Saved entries
________________

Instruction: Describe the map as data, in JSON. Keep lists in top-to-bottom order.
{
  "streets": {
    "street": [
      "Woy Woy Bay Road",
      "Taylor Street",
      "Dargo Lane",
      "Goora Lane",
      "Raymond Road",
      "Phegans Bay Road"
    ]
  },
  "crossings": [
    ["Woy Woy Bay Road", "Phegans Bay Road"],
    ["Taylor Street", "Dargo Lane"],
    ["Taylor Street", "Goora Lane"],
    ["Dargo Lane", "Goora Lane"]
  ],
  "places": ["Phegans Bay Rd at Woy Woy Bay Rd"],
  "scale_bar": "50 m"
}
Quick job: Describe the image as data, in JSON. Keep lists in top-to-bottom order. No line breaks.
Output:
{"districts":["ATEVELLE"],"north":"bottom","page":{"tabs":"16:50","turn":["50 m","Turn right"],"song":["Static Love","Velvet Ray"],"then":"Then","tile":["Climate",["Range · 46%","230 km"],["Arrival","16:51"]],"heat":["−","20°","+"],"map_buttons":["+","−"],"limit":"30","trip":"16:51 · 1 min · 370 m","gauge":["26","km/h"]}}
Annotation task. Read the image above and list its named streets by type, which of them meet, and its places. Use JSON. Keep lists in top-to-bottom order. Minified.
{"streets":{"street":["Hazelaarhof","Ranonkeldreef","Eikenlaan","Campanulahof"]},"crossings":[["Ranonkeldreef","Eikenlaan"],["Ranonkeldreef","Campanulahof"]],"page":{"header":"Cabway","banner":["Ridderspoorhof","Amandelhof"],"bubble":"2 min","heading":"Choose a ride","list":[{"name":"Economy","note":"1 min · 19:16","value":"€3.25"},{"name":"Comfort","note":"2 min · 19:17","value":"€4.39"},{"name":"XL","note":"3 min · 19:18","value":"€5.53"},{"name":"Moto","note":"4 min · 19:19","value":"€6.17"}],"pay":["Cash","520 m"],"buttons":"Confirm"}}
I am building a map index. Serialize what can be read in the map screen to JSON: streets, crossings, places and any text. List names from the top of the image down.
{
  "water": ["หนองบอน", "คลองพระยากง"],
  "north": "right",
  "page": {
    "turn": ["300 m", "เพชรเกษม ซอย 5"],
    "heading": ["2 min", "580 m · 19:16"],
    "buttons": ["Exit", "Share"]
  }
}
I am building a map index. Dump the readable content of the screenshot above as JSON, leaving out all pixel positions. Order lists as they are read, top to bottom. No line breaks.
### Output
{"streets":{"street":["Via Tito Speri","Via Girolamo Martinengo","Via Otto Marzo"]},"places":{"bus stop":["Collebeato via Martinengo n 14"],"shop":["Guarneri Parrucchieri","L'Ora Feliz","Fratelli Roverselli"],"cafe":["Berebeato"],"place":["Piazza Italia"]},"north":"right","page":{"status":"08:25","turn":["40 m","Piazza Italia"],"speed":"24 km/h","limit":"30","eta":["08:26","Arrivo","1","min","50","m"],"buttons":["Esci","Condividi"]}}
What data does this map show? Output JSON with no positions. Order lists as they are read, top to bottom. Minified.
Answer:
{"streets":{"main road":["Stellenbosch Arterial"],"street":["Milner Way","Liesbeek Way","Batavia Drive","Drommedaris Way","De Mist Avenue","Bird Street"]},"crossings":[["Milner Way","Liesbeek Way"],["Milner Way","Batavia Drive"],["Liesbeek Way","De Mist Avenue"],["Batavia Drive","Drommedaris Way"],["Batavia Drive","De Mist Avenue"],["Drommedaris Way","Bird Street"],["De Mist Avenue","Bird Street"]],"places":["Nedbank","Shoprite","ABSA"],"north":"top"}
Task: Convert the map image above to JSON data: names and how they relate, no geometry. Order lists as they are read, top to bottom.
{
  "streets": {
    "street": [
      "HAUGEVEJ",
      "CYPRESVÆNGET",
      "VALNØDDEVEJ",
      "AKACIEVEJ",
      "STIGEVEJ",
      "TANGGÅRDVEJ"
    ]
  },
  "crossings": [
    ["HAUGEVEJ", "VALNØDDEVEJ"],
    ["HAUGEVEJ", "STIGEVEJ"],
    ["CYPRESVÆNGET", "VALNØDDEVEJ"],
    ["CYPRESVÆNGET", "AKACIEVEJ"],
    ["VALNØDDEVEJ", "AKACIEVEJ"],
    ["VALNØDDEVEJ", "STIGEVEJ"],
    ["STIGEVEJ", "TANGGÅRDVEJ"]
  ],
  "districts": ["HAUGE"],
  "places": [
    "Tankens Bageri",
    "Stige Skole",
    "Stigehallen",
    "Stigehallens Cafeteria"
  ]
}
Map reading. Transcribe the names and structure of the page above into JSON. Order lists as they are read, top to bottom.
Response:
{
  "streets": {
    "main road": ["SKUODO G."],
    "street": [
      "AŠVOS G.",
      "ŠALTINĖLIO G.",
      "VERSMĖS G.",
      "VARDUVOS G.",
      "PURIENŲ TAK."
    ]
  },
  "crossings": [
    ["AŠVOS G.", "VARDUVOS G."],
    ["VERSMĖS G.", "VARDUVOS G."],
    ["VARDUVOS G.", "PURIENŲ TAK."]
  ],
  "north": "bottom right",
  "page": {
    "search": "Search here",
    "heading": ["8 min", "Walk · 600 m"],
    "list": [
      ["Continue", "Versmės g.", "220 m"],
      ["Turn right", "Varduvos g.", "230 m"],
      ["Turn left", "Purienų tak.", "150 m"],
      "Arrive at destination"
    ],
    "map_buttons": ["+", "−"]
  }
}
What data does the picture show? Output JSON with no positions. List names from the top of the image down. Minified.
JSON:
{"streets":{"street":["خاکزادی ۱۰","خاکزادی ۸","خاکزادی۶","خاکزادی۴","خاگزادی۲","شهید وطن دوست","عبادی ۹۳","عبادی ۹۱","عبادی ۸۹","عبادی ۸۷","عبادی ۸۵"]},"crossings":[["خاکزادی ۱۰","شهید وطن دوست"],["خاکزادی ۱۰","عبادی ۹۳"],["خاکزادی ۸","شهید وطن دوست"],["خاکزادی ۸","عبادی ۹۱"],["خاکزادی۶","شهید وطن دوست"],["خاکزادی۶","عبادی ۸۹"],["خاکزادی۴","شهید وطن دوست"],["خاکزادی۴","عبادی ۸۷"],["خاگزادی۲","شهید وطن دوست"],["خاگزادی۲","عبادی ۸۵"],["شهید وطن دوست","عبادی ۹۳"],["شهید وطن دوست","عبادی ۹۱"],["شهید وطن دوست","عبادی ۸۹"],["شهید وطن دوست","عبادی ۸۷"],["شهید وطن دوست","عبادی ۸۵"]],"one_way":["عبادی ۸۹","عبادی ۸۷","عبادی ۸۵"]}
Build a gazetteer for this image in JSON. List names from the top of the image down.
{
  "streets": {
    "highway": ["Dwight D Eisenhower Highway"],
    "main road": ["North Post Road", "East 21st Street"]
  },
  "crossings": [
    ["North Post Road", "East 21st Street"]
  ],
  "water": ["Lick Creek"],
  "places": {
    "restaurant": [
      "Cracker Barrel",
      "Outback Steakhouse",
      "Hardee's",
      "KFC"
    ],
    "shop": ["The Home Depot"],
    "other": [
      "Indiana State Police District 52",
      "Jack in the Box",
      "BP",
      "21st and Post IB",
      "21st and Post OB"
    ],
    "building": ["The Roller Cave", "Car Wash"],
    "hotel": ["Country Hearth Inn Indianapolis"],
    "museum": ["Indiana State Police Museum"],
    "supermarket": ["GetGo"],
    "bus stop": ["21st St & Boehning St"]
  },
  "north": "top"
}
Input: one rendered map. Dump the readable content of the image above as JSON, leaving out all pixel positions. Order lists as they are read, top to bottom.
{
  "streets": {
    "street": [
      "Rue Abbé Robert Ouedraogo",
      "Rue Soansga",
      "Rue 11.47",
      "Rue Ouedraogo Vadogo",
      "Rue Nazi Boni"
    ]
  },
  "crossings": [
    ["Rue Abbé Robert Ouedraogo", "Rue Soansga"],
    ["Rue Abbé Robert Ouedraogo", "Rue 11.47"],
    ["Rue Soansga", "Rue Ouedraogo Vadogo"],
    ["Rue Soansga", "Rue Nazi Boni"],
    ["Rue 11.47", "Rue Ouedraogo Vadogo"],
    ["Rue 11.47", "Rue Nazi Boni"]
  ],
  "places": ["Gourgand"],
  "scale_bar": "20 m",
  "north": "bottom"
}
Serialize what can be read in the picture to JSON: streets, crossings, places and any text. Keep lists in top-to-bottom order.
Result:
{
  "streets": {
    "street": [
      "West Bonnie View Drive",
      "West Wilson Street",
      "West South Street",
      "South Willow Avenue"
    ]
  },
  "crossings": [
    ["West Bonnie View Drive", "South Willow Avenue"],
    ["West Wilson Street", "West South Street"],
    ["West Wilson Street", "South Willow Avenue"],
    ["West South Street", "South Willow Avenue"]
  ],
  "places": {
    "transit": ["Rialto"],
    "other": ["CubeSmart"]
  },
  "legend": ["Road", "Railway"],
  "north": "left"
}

________________

→ **Directions for this task**: Up to and including the line with "Quick job: Describe", restate the records above word for word from the very first line.

→ **Finished task**:
Instruction: Describe the map as data, in JSON. Keep lists in top-to-bottom order.
{
  "streets": {
    "street": [
      "Woy Woy Bay Road",
      "Taylor Street",
      "Dargo Lane",
      "Goora Lane",
      "Raymond Road",
      "Phegans Bay Road"
    ]
  },
  "crossings": [
    ["Woy Woy Bay Road", "Phegans Bay Road"],
    ["Taylor Street", "Dargo Lane"],
    ["Taylor Street", "Goora Lane"],
    ["Dargo Lane", "Goora Lane"]
  ],
  "places": ["Phegans Bay Rd at Woy Woy Bay Rd"],
  "scale_bar": "50 m"
}
Quick job: Describe the image as data, in JSON. Keep lists in top-to-bottom order. No line breaks.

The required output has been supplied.